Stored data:
==============================

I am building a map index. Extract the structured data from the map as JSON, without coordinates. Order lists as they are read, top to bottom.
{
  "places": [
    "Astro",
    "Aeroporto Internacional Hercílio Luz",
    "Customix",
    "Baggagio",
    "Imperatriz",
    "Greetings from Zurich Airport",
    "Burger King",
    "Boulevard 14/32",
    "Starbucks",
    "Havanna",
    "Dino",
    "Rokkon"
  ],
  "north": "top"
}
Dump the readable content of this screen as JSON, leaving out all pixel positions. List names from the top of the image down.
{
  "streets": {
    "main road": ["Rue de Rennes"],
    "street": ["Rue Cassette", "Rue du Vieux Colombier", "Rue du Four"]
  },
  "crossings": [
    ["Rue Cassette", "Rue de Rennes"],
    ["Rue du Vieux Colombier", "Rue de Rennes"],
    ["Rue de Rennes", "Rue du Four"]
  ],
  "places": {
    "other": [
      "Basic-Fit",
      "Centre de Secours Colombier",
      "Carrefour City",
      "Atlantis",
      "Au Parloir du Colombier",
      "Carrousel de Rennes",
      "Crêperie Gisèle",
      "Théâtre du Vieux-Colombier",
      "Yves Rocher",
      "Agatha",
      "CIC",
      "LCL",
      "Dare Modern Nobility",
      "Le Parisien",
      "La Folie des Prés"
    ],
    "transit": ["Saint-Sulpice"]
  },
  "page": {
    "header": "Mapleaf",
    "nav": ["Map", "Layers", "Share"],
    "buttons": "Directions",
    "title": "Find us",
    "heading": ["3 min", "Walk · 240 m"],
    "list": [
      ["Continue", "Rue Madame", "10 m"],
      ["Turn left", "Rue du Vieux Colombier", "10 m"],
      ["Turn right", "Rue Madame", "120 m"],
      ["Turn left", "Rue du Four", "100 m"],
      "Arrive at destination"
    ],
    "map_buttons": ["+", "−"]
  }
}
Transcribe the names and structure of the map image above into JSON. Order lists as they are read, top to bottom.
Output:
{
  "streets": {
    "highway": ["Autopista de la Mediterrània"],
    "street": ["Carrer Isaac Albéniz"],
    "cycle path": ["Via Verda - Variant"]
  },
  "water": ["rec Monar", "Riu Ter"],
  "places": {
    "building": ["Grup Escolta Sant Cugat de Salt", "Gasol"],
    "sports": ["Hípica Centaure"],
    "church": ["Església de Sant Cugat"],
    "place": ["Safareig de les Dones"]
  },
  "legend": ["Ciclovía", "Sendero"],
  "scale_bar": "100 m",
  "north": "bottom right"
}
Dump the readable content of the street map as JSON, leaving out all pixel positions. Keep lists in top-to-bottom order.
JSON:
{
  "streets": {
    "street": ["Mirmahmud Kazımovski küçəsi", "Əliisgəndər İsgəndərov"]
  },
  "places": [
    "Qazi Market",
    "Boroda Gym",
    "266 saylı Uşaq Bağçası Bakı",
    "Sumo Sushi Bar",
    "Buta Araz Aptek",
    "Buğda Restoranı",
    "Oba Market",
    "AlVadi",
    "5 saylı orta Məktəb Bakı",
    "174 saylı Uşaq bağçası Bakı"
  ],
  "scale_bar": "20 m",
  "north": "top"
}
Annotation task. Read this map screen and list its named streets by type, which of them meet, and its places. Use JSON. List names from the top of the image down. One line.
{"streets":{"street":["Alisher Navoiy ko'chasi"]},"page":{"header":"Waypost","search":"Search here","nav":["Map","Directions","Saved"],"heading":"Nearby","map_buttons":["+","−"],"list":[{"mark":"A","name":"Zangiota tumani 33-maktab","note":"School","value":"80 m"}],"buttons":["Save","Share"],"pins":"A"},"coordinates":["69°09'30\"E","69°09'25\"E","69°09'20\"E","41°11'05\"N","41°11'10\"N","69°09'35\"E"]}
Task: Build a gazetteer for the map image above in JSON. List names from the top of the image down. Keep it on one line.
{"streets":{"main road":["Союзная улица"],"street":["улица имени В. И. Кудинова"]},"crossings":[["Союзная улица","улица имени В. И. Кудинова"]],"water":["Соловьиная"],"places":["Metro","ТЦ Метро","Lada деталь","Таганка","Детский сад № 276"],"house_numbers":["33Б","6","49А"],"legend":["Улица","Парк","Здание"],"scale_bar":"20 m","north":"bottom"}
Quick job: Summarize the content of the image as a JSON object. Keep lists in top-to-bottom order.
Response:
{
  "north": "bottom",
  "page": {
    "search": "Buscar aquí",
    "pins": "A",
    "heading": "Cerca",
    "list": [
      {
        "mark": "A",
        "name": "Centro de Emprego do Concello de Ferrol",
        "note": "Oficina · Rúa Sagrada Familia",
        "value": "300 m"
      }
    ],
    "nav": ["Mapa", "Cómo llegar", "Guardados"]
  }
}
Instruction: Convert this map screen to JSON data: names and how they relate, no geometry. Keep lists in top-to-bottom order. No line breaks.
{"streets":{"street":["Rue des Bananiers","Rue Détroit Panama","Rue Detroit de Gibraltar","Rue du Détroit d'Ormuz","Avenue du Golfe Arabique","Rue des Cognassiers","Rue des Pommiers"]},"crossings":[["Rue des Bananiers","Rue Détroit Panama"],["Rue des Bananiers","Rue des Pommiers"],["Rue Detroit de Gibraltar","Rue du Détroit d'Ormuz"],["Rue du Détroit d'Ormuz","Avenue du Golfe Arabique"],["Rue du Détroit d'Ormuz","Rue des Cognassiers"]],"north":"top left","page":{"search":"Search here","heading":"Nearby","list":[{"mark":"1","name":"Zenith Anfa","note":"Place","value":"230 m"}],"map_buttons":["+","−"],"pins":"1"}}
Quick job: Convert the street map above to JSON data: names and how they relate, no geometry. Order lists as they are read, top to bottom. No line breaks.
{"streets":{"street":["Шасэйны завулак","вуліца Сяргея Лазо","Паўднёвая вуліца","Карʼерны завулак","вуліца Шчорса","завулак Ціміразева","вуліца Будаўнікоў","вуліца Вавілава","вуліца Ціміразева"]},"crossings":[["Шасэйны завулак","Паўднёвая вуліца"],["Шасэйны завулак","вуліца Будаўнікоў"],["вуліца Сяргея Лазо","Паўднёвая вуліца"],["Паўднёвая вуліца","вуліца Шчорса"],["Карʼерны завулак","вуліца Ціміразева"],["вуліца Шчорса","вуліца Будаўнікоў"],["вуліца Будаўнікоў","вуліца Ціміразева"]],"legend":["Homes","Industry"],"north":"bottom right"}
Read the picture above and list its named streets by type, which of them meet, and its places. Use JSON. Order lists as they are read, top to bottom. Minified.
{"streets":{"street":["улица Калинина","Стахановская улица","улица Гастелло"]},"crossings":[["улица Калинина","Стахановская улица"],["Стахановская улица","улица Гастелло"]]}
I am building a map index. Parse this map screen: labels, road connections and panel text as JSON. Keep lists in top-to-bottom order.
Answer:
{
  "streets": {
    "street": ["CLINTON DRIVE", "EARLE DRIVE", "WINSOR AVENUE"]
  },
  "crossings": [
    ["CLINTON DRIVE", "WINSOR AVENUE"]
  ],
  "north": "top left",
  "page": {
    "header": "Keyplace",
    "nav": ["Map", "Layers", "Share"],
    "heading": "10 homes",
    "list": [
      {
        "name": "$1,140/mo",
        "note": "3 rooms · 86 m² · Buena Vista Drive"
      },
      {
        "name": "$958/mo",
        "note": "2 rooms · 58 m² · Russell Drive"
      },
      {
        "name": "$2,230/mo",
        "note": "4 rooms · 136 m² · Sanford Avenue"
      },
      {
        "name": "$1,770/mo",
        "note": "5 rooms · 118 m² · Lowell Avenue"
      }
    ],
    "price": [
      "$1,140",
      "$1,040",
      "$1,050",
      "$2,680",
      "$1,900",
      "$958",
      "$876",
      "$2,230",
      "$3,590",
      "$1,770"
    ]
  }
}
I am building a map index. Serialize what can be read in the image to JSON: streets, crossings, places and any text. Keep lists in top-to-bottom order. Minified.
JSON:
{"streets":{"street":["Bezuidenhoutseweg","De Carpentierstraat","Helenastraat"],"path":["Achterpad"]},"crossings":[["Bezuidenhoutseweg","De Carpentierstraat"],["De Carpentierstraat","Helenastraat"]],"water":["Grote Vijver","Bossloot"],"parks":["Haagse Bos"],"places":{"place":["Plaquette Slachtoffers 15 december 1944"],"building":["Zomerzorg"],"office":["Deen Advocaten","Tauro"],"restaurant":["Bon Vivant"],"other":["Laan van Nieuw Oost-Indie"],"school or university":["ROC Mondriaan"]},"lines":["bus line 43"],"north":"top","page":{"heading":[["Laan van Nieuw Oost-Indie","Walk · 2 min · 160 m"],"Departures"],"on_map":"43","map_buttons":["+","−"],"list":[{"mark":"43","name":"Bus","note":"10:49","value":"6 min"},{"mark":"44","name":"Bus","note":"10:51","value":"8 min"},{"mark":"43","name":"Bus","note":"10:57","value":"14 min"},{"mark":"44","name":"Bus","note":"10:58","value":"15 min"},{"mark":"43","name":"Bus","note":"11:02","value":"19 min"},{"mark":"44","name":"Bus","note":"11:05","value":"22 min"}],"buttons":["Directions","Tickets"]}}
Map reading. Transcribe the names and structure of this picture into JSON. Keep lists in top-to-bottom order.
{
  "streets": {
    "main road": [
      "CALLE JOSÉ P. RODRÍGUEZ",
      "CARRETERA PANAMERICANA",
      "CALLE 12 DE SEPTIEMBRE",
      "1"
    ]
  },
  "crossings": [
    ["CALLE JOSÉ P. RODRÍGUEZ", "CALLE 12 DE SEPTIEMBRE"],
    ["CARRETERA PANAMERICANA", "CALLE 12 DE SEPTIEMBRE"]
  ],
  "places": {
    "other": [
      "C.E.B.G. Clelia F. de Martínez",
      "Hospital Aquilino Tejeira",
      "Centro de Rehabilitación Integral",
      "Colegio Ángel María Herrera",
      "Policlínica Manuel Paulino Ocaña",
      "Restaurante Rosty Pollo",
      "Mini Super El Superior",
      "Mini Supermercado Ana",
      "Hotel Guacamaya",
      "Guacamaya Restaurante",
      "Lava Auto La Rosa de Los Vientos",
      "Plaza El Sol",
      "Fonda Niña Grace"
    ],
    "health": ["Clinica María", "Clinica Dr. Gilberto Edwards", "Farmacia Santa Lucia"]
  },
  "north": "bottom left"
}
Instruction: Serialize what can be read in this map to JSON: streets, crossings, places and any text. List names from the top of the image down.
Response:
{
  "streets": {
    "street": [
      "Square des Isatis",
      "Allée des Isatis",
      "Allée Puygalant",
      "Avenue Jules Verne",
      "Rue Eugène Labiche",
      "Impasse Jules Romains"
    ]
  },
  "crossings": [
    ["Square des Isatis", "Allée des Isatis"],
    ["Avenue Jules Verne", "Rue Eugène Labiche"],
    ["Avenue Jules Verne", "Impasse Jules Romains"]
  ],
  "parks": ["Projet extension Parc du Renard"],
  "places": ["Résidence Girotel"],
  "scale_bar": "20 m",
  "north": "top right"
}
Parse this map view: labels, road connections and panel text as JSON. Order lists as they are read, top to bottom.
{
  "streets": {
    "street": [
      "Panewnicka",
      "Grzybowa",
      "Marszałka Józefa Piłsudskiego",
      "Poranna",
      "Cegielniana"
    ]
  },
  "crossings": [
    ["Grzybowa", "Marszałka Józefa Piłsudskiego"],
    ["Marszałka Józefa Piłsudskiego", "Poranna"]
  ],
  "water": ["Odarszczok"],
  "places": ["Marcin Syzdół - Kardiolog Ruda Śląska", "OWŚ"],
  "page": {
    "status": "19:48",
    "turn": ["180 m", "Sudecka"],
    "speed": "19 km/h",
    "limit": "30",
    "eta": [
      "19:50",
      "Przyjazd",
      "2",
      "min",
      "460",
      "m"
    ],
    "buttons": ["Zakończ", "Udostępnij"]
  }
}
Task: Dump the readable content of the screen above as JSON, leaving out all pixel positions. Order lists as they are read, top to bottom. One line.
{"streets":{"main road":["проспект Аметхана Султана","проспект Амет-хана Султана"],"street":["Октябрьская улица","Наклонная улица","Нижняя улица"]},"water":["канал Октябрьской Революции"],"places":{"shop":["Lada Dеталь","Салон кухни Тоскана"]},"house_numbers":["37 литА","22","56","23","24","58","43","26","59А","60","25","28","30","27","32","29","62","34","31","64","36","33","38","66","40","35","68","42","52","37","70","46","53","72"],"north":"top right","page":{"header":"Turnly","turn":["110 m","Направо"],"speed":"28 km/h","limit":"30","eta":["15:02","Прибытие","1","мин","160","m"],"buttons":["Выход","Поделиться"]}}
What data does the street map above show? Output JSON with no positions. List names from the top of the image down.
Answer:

==============================

▶ _Action item_
Going through the entries above, show each line that contains "Serialize".

▶ _Exercise result_
I am building a map index. Serialize what can be read in the image to JSON: streets, crossings, places and any text. Keep lists in top-to-bottom order. Minified.
Instruction: Serialize what can be read in this map to JSON: streets, crossings, places and any text. List names from the top of the image down.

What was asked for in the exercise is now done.